Initialize the metadata storage on each server by executing the following command on the new Secondary Server.
root@debian:~# drbdadm create-md drbd0
Writing meta data...
New drbd meta data block successfully created.
Run the following command on the new Secondary Server to start the drbd0.
You can check the current status of the synchronization using the cat /proc/drbd command.
Once the synchronization is done, you can follow the steps from Section 13, Lesson 1 for configuring the cluster starting with the hacluster user and password up to the creation of the fail2ban service. Then, follow the steps for creating the bascul command and the creation of the role command. All of this is for the new Secondary Server.
After this, you will now have replaced the old Secondary Server with a new one!
Now, let’s look into changing the Primary Server. This method differs from changing the Secondary Server.
First, we proceed to destroy the cluster in the Primary Server if we still can. Run the following commands in the Primary Server.
root@debian:~# pcs cluster stop
root@debian:~# pcs cluster destroy
root@debian:~# systemctl disable pcsd.service
root@debian:~# systemctl disable corosync.service
root@debian:~# systemctl disable pacemaker.service
root@debian:~# systemctl stop pcsd.service
root@debian:~# systemctl stop corosync.service
root@debian:~# systemctl stop pacemaker.service
Next, we do the same in the Secondary Server with the following commands.
root@debian:~# pcs cluster stop --force
root@debian:~# pcs cluster destroy
root@debian:~# systemctl disable pcsd.service
root@debian:~# systemctl disable corosync.service
root@debian:~# systemctl disable pacemaker.service
root@debian:~# systemctl stop pcsd.service
root@debian:~# systemctl stop corosync.service
root@debian:~# systemctl stop pacemaker.service
Since by destroying the cluster the DRBD unit is unmounted, in the Secondary Server, we must mount it again manually to avoid interrupting the normal operation of our services. Run the following commands in the Secondary Server.
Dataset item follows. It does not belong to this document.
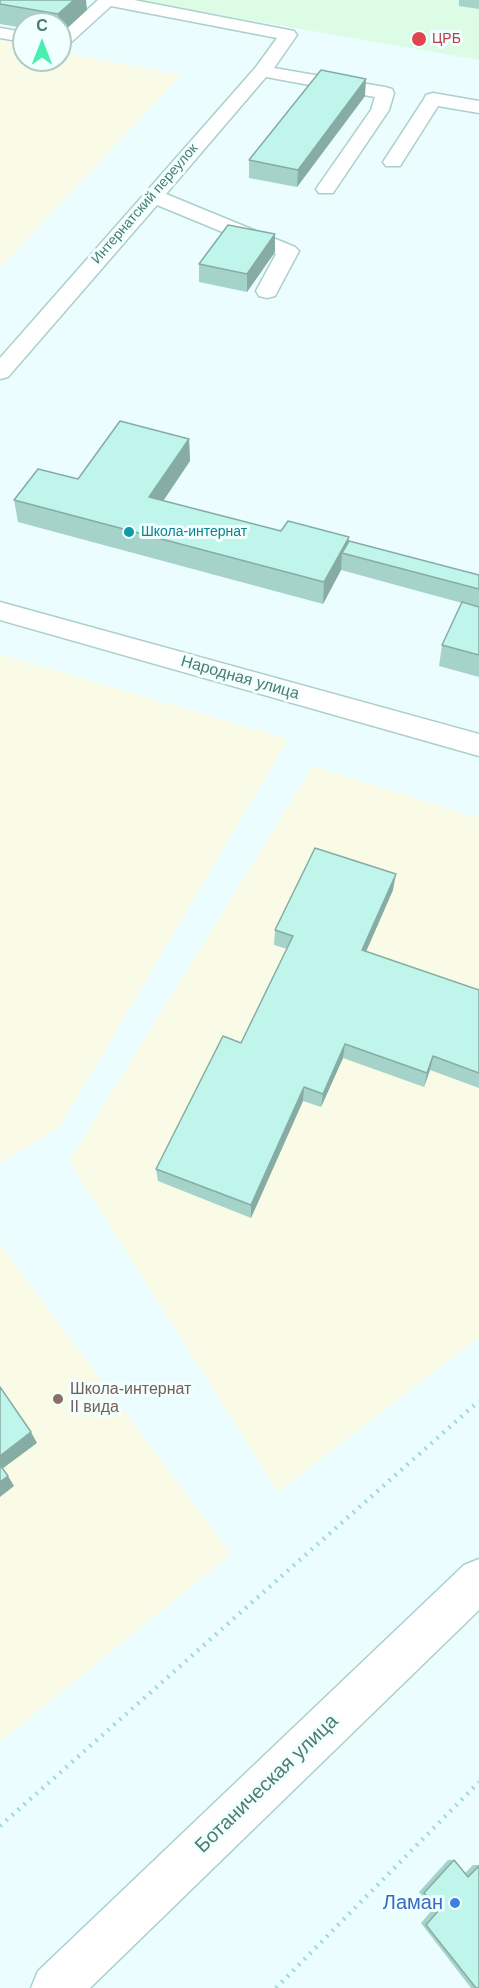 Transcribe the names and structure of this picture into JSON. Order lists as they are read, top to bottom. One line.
{"streets":{"street":["Интернатский переулок","Народная улица","Ботаническая улица"]},"places":["ЦРБ","Школа-интернат","Школа-интернат II вида","Ламан"],"north":"top"} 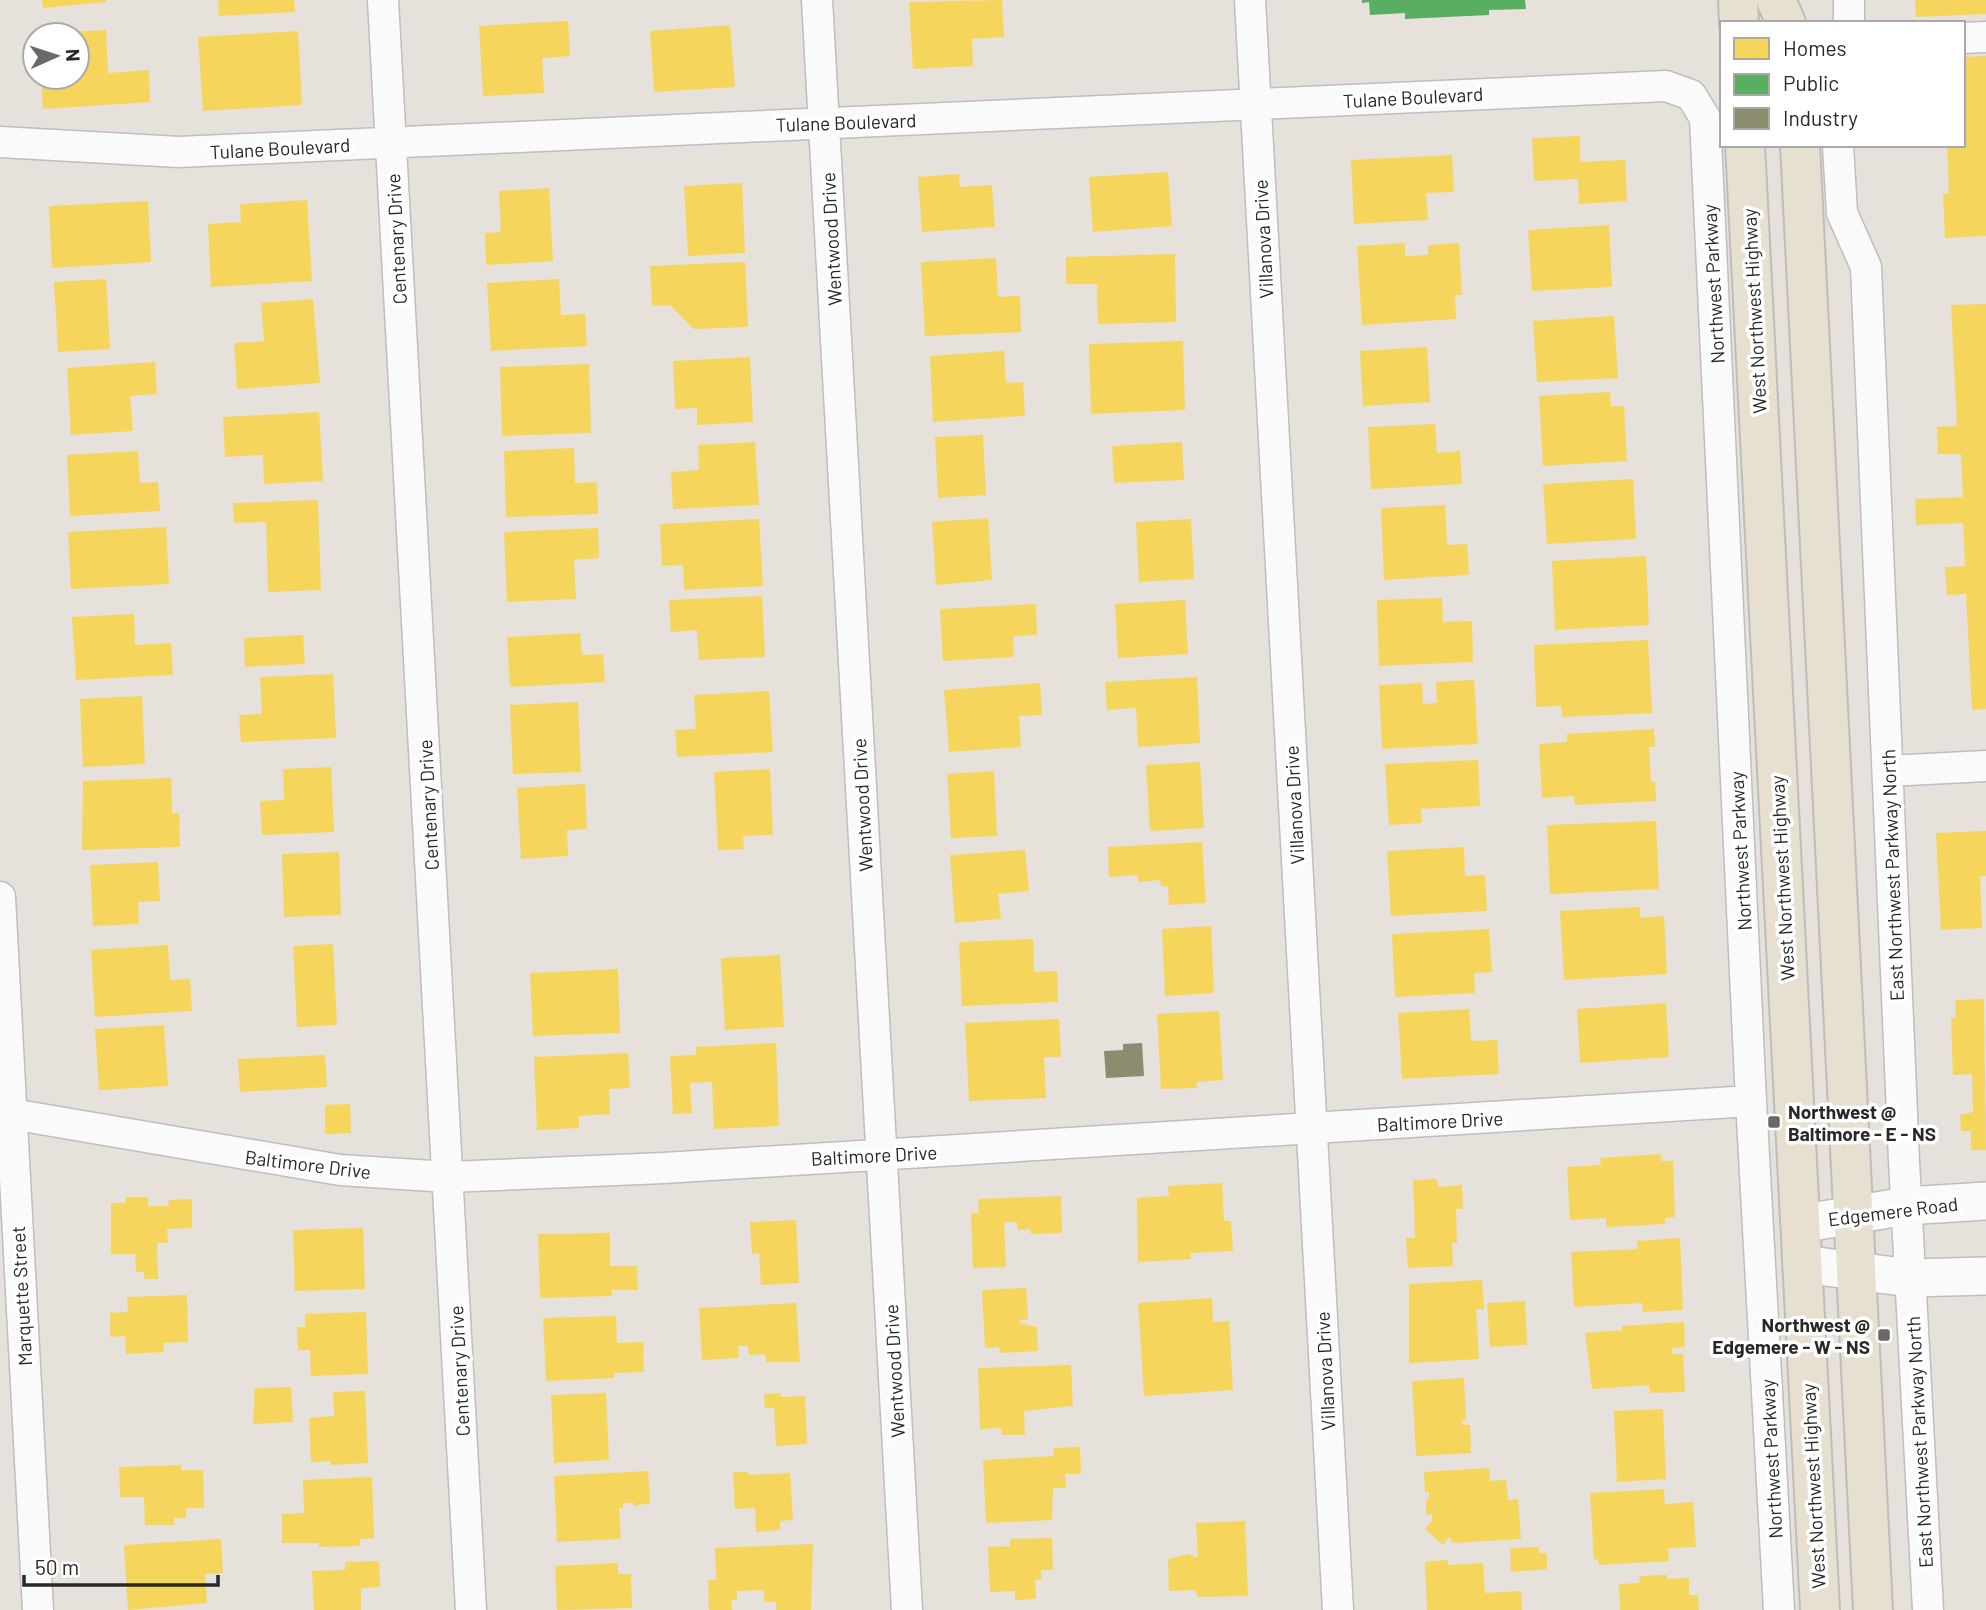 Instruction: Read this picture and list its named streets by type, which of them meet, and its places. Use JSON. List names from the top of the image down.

root@debian:~# drbdadm up drbd0
root@debian:~# drbdadm primary drbd0 --force
root@debian:~# mount /dev/drbd0 /vpbx_data
Now, enable the services on the Secondary Server to make sure that our server continues to work as normal.
root@debian:~# systemctl enable asterisk
root@debian:~# systemctl restart asterisk
root@debian:~# systemctl enable asterisk
root@debian:~# systemctl restart asterisk
With this, our Secondary Server is now working as normal. We now proceed to configure the replica with our new server.
First, prepare the new server following the steps for the installation in Section 13, Lesson 1, with the disk partition and the free space. Then enable remote access with the root user. Change the IP address to a static IP address. Install the dependencies. Change the hostname in the Web UI and CLI using the same hostname as the old Primary Server. Create the sda3 partition using the fdisk command. And finally, configure the firewall with the ports established in the table from lesson 1. These are the steps for the manual HA setup presented in lesson 1. This should only be configured in the new Primary Server.
Now, proceed to format the new partition on the new Primary Server using these commands.
root@debian:~# mkdir /vpbx_data
root@debian:~# mke2fs -j /dev/sda3
root@debian:~# dd if=/dev/zero bs=1M count=500 of=/dev/sda3; sync
Then, load the module on the new Primary Server and enable the service with the following commands.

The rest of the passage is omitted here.